◆ WHAT TO PRODUCE:
Throughout the listing that follows, find each line with the word "absolute" and copy it.

◆ GIVEN RECORDS:
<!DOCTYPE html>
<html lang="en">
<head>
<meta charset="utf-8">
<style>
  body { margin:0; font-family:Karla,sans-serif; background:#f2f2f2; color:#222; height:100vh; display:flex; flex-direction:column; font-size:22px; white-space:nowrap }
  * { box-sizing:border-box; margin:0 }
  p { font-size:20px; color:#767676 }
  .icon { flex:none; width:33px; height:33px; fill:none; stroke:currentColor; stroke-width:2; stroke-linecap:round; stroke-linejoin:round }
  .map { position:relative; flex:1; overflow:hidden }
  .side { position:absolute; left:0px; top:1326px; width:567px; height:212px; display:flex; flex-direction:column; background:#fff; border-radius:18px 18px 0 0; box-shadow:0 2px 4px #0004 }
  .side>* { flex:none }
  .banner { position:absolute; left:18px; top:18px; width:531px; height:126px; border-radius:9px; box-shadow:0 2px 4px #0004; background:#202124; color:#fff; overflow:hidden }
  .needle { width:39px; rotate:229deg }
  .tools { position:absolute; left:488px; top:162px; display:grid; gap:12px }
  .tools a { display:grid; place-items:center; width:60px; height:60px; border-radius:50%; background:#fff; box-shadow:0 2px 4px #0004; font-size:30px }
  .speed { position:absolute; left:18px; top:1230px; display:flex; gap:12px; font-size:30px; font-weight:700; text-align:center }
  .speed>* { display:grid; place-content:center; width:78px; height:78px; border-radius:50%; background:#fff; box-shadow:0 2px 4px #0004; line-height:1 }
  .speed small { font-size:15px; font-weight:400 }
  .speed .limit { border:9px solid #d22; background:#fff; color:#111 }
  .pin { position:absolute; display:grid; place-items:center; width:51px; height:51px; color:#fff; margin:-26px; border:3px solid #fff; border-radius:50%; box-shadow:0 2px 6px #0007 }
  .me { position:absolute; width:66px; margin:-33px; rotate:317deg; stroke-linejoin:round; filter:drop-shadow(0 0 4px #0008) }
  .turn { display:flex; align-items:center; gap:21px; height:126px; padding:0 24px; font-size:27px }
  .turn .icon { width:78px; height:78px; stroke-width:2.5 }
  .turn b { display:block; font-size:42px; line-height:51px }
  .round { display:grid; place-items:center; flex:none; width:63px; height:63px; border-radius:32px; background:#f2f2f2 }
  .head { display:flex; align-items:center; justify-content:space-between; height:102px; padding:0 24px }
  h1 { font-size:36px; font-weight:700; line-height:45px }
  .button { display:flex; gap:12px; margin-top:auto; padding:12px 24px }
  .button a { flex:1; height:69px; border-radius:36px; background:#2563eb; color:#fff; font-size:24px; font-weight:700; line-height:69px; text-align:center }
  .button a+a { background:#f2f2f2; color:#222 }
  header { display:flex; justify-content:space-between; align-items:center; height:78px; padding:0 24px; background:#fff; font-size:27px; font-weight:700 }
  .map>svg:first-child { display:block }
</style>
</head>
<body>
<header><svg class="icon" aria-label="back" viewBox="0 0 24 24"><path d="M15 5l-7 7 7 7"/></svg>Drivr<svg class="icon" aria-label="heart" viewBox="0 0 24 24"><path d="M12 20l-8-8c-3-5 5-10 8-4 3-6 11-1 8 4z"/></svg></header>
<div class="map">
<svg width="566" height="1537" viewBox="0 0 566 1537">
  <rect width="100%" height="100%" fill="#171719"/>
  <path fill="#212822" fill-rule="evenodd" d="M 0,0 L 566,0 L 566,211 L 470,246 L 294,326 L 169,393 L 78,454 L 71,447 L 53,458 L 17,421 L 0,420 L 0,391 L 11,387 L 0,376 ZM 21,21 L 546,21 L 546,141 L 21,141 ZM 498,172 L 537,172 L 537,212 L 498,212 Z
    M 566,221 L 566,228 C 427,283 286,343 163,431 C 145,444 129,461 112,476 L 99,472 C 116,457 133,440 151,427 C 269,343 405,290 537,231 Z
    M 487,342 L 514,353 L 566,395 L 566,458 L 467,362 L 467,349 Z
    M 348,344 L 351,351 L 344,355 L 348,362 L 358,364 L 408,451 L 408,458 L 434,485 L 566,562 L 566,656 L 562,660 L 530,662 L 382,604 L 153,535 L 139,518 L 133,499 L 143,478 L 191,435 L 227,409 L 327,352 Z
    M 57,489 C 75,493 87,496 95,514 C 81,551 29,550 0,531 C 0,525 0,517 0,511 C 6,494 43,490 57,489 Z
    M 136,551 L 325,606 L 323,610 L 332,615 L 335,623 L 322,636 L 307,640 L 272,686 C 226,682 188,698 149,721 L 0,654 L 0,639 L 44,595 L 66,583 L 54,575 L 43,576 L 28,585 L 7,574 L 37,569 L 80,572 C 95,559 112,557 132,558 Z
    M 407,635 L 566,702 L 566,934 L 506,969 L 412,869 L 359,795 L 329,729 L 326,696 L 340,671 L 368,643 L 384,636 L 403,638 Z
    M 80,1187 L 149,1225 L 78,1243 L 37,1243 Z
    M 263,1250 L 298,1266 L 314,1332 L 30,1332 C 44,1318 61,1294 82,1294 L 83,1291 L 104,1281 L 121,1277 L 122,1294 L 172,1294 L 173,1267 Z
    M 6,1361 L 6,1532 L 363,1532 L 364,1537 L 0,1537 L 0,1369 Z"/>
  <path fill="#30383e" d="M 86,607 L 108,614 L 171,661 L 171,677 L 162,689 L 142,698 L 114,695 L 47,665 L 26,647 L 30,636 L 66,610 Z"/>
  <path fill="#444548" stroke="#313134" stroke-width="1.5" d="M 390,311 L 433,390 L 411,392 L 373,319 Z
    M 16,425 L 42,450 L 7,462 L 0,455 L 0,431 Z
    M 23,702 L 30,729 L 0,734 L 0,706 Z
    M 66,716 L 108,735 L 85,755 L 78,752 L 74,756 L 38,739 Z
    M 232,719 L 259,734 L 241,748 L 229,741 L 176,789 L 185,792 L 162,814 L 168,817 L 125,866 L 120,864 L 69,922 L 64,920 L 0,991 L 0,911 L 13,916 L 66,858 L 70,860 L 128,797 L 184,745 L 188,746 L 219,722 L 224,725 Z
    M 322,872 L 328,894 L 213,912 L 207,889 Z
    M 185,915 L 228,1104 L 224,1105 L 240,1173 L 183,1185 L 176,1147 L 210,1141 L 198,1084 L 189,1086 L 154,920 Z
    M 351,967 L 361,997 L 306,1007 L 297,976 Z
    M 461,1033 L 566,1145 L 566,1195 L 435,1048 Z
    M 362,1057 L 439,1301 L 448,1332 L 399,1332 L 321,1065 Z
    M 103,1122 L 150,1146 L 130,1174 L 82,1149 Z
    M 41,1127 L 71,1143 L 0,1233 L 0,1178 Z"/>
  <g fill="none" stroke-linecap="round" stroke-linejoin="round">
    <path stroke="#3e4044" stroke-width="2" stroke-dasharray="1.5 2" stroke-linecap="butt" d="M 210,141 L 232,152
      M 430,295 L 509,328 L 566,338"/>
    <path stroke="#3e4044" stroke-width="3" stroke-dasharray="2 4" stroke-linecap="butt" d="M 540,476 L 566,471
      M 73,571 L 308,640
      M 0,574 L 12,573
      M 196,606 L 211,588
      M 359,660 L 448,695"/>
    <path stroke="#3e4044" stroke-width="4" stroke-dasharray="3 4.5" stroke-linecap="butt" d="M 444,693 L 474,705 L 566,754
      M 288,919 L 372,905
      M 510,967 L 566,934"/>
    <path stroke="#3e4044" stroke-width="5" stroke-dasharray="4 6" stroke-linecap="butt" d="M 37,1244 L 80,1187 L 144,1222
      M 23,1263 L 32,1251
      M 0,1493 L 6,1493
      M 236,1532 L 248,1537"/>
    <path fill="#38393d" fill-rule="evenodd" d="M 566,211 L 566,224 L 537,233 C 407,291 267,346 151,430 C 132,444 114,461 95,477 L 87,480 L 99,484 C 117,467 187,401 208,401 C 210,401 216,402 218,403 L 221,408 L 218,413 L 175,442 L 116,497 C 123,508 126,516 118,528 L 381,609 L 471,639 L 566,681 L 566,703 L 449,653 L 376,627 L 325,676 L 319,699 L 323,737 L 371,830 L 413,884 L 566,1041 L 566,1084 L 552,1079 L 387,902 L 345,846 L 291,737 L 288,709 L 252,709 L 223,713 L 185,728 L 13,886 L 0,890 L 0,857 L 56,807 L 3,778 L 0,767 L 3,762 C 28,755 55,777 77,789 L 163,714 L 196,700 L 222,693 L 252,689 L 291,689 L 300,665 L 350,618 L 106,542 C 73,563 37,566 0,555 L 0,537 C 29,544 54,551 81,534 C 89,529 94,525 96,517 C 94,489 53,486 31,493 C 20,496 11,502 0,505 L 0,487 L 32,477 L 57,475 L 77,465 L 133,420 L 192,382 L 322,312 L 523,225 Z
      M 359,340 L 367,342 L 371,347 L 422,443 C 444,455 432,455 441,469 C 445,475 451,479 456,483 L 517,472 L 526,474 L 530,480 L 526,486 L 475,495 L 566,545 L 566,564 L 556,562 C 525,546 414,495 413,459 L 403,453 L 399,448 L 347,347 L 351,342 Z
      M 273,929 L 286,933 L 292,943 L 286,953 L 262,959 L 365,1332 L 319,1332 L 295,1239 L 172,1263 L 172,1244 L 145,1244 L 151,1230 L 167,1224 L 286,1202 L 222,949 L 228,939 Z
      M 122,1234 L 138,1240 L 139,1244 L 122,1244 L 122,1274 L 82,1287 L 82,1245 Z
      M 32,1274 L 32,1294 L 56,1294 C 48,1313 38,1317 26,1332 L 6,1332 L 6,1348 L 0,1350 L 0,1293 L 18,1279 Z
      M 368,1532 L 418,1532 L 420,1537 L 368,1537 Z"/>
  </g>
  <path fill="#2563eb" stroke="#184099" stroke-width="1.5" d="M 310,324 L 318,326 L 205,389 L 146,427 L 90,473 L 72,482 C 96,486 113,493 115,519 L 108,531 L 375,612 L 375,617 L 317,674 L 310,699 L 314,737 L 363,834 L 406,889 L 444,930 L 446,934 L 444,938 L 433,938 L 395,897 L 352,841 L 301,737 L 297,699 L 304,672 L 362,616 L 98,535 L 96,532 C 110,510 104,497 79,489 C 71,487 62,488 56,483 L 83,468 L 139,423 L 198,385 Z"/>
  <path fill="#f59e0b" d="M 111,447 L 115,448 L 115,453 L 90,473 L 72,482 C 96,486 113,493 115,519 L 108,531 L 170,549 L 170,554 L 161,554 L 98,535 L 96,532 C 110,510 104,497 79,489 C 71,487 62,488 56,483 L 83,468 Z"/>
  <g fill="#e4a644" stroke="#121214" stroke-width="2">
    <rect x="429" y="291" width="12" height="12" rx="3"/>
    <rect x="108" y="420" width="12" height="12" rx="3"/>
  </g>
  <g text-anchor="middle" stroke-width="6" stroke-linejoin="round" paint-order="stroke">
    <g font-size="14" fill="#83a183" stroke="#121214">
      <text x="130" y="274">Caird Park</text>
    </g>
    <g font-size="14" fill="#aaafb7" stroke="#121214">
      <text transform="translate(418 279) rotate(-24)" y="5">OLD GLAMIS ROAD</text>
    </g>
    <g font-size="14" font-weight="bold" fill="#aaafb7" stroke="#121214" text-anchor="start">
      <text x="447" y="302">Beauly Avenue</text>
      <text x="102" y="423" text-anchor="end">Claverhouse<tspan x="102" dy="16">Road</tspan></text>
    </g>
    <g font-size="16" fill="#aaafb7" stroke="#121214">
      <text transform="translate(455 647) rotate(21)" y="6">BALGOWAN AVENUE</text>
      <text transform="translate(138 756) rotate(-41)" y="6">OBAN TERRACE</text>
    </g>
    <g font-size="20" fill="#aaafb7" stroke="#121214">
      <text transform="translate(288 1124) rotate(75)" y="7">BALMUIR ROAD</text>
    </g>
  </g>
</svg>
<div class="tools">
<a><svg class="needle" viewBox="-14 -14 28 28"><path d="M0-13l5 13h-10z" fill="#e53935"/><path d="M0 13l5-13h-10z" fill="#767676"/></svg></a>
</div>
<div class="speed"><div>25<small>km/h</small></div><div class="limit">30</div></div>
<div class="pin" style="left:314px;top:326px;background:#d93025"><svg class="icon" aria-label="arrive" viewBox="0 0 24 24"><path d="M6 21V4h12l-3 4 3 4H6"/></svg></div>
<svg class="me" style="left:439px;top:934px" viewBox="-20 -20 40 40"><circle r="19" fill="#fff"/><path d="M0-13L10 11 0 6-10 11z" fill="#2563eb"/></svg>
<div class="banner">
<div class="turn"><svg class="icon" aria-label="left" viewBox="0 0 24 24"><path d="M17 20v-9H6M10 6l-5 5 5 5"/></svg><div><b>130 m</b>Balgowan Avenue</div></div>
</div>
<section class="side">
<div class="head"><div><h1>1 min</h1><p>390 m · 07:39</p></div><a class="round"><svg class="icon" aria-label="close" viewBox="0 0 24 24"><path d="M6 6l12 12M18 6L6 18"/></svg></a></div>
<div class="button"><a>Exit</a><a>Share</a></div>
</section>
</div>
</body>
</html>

◆ ANSWER FOR THE TASK:
  .side { position:absolute; left:0px; top:1326px; width:567px; height:212px; display:flex; flex-direction:column; background:#fff; border-radius:18px 18px 0 0; box-shadow:0 2px 4px #0004 }
  .banner { position:absolute; left:18px; top:18px; width:531px; height:126px; border-radius:9px; box-shadow:0 2px 4px #0004; background:#202124; color:#fff; overflow:hidden }
  .tools { position:absolute; left:488px; top:162px; display:grid; gap:12px }
  .speed { position:absolute; left:18px; top:1230px; display:flex; gap:12px; font-size:30px; font-weight:700; text-align:center }
  .pin { position:absolute; display:grid; place-items:center; width:51px; height:51px; color:#fff; margin:-26px; border:3px solid #fff; border-radius:50%; box-shadow:0 2px 6px #0007 }
  .me { position:absolute; width:66px; margin:-33px; rotate:317deg; stroke-linejoin:round; filter:drop-shadow(0 0 4px #0008) }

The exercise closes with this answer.